▸ PROBLEM TO WORK ON
Copy exactly every line below, from the first through the one that contains "[401,234,476,320,445,346,371,259]", and skip all pictures.

▸ Dataset entries

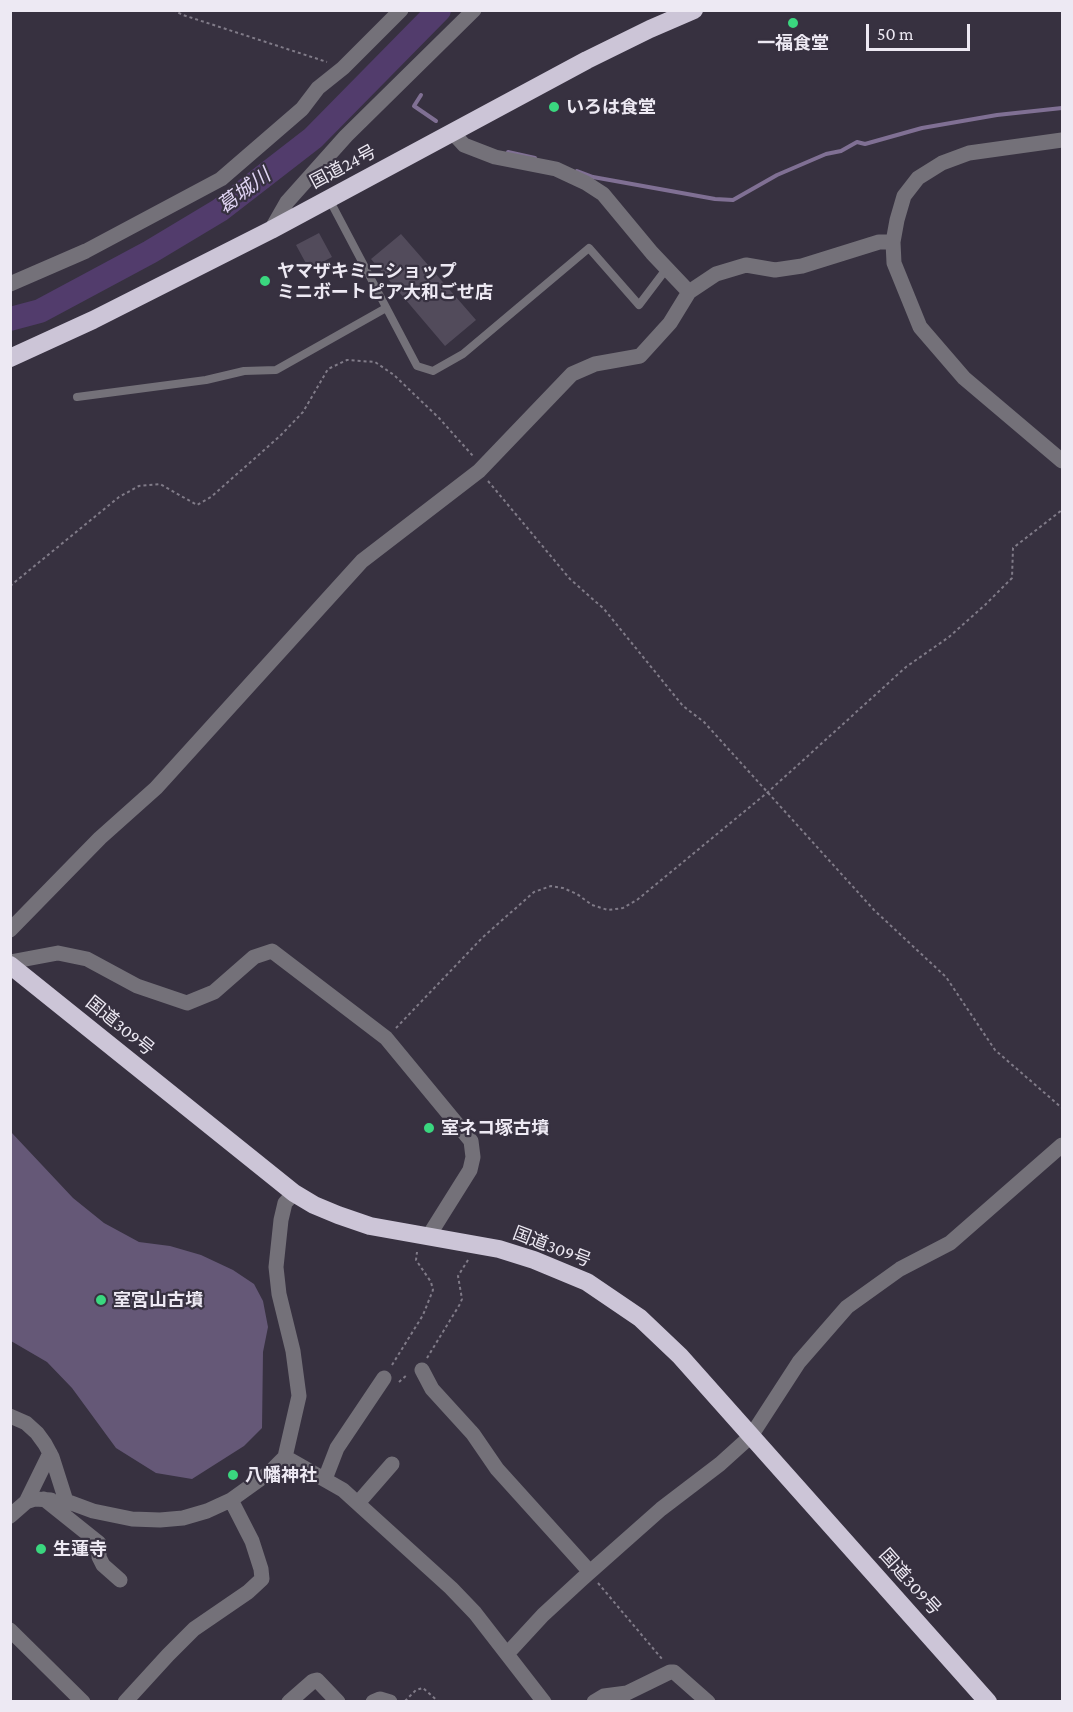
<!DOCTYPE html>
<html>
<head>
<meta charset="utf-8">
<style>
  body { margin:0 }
  #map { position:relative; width:1073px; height:1712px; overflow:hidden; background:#373140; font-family:"Crimson Pro",serif }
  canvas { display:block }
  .frame { position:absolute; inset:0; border:12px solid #ede9f3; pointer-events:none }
  .scale { position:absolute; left:866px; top:24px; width:104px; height:27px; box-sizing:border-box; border:3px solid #ede9f3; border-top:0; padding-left:8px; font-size:18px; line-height:21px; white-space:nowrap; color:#ede9f3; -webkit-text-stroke:4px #373140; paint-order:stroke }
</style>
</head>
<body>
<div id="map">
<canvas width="1073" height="1712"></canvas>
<div class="frame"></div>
<div class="scale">50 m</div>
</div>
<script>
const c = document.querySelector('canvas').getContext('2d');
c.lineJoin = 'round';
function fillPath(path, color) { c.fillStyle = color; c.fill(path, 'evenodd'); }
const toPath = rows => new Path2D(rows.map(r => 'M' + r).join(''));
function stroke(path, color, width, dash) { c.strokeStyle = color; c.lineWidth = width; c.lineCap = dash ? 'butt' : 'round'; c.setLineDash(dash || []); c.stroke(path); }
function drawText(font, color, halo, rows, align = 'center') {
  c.font = font + ' "Crimson Pro","Noto Sans JP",serif'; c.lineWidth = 4.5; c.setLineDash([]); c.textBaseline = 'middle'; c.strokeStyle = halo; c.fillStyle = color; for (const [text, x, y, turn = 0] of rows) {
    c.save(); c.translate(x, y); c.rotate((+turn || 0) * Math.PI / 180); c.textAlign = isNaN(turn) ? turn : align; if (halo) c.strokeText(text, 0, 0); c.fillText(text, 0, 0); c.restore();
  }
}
fillPath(toPath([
  [11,1132,73,1198,104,1223,139,1242,170,1246,201,1255,233,1270,254,1284,263,1301,268,1327,263,1352,262,1428,244,1446,192,1479,156,1473,116,1448,72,1388,47,1362,11,1341]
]), '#655877');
stroke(toPath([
  [421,95,414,106,436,121],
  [508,152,535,158],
  [577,171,593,177,715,199,733,200,777,175,826,154,841,151,857,142,865,144,922,128,997,115,1062,108]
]), '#807094', 4);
stroke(toPath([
  [10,319,40,311,150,252,220,210,313,138,439,10]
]), '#523c6c', 24);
fillPath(toPath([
  [319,233,332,257,309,269,296,245],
  [401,234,476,320,445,346,371,259]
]), '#524b5b');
stroke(toPath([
  [173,10,183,15,327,62],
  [488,481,570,579,604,609,683,706,704,722,874,910,946,977,995,1050,1062,1108],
  [10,586,119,497,139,486,160,484,197,505,211,497,280,436,303,412,328,369,347,360,375,362,394,375,439,418,473,456],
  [396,1028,483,937,534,892,551,886,563,888,577,894,592,905,608,910,623,908,637,900,768,792,906,667,949,637,985,605,1012,578,1013,548,1062,510],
  [427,1358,460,1304,462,1299,458,1276,468,1260],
  [392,1365,423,1315,433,1290,431,1282,416,1260,417,1252],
  [399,1382,408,1374],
  [598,1583,662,1659],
  [405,1701,416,1690,423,1688,439,1702]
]), '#807b88', 2, [3, 3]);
stroke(toPath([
  [329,199,417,366,433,371,463,354,589,248,639,305,667,268],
  [77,397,206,380,244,371,276,370,386,308]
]), '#747179', 8);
stroke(toPath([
  [453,133,464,145,495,157,556,169,586,183,603,194,652,253,689,292],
  [1062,140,969,153,942,163,918,178,904,196,897,220,893,242,894,263,920,327,964,378,1062,461],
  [271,230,287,202,346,136,474,10],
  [10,284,86,251,221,179,302,109,318,88,343,68,401,10],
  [10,930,100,838,156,788,362,561,479,471,572,374,595,364,640,356,670,323,689,292,716,274,746,265,775,270,802,266,879,242,893,242],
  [10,962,58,953,87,959,137,986,187,1003,214,992,254,957,272,951,386,1038,471,1141,473,1157,470,1170,428,1237],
  [422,1370,432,1389,473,1434,497,1469,590,1572],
  [10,1416,26,1423,37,1433,45,1444,52,1457,66,1501,93,1511,132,1519,160,1520,183,1518,207,1511,231,1500,270,1472,285,1457,299,1396,293,1351,279,1294,276,1267,281,1220,285,1203,294,1193],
  [285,1457,343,1490,451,1588,475,1613,544,1702],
  [325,1479,337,1448,384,1378],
  [44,1499,99,1543,99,1557,103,1565,120,1580],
  [26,1502,50,1453],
  [358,1503,392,1464],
  [10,1516,26,1502,35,1499,51,1500],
  [10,1630,83,1702],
  [507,1654,543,1615,582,1579,661,1509,720,1464,751,1436,799,1362,847,1307,900,1269,950,1243,1062,1145],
  [125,1702,168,1655,194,1629,248,1592,262,1579,261,1569,252,1541,231,1500],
  [289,1702,313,1681,317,1680,338,1702],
  [373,1702,380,1699,390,1702],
  [594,1702,604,1696,627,1693,670,1672,674,1672,708,1702]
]), '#747179', 15);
stroke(toPath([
  [10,358,93,320,271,230,587,60,650,29,694,10],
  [10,965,294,1193,314,1205,338,1215,370,1226,499,1249,534,1260,587,1282,640,1318,680,1356,988,1702]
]), '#ccc5d7', 18);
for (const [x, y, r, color] of [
  [793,23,6,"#3ad77f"],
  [554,107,6,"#3ad77f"],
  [265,281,6,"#3ad77f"],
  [429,1128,6,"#3ad77f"],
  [101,1300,6,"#3ad77f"],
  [233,1475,6,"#3ad77f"],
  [41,1549,6,"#3ad77f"]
]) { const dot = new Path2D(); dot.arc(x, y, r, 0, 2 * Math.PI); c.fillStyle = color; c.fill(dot); stroke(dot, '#373140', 2); }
drawText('bold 18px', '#ede9f3', '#373140', [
  ["一福食堂",793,43,"center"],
  ["いろは食堂",566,107],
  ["ヤマザキミニショップ",277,271],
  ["ミニボートピア大和ごせ店",277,292],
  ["室ネコ塚古墳",441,1128],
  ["室宮山古墳",113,1300],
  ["八幡神社",245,1475],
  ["生蓮寺",53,1549]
], 'left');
drawText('18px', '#ede9f3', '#373140', [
  ["国道24号",343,167,-28],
  ["国道309号",120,1026,39],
  ["国道309号",552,1247,21],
  ["国道309号",910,1582,48]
]);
drawText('italic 20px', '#e1d5f4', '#373140', [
  ["葛城川",244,191,-37]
]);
</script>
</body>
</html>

▸ SOLVED EXERCISE
<!DOCTYPE html>
<html>
<head>
<meta charset="utf-8">
<style>
  body { margin:0 }
  #map { position:relative; width:1073px; height:1712px; overflow:hidden; background:#373140; font-family:"Crimson Pro",serif }
  canvas { display:block }
  .frame { position:absolute; inset:0; border:12px solid #ede9f3; pointer-events:none }
  .scale { position:absolute; left:866px; top:24px; width:104px; height:27px; box-sizing:border-box; border:3px solid #ede9f3; border-top:0; padding-left:8px; font-size:18px; line-height:21px; white-space:nowrap; color:#ede9f3; -webkit-text-stroke:4px #373140; paint-order:stroke }
</style>
</head>
<body>
<div id="map">
<canvas width="1073" height="1712"></canvas>
<div class="frame"></div>
<div class="scale">50 m</div>
</div>
<script>
const c = document.querySelector('canvas').getContext('2d');
c.lineJoin = 'round';
function fillPath(path, color) { c.fillStyle = color; c.fill(path, 'evenodd'); }
const toPath = rows => new Path2D(rows.map(r => 'M' + r).join(''));
function stroke(path, color, width, dash) { c.strokeStyle = color; c.lineWidth = width; c.lineCap = dash ? 'butt' : 'round'; c.setLineDash(dash || []); c.stroke(path); }
function drawText(font, color, halo, rows, align = 'center') {
  c.font = font + ' "Crimson Pro","Noto Sans JP",serif'; c.lineWidth = 4.5; c.setLineDash([]); c.textBaseline = 'middle'; c.strokeStyle = halo; c.fillStyle = color; for (const [text, x, y, turn = 0] of rows) {
    c.save(); c.translate(x, y); c.rotate((+turn || 0) * Math.PI / 180); c.textAlign = isNaN(turn) ? turn : align; if (halo) c.strokeText(text, 0, 0); c.fillText(text, 0, 0); c.restore();
  }
}
fillPath(toPath([
  [11,1132,73,1198,104,1223,139,1242,170,1246,201,1255,233,1270,254,1284,263,1301,268,1327,263,1352,262,1428,244,1446,192,1479,156,1473,116,1448,72,1388,47,1362,11,1341]
]), '#655877');
stroke(toPath([
  [421,95,414,106,436,121],
  [508,152,535,158],
  [577,171,593,177,715,199,733,200,777,175,826,154,841,151,857,142,865,144,922,128,997,115,1062,108]
]), '#807094', 4);
stroke(toPath([
  [10,319,40,311,150,252,220,210,313,138,439,10]
]), '#523c6c', 24);
fillPath(toPath([
  [319,233,332,257,309,269,296,245],
  [401,234,476,320,445,346,371,259]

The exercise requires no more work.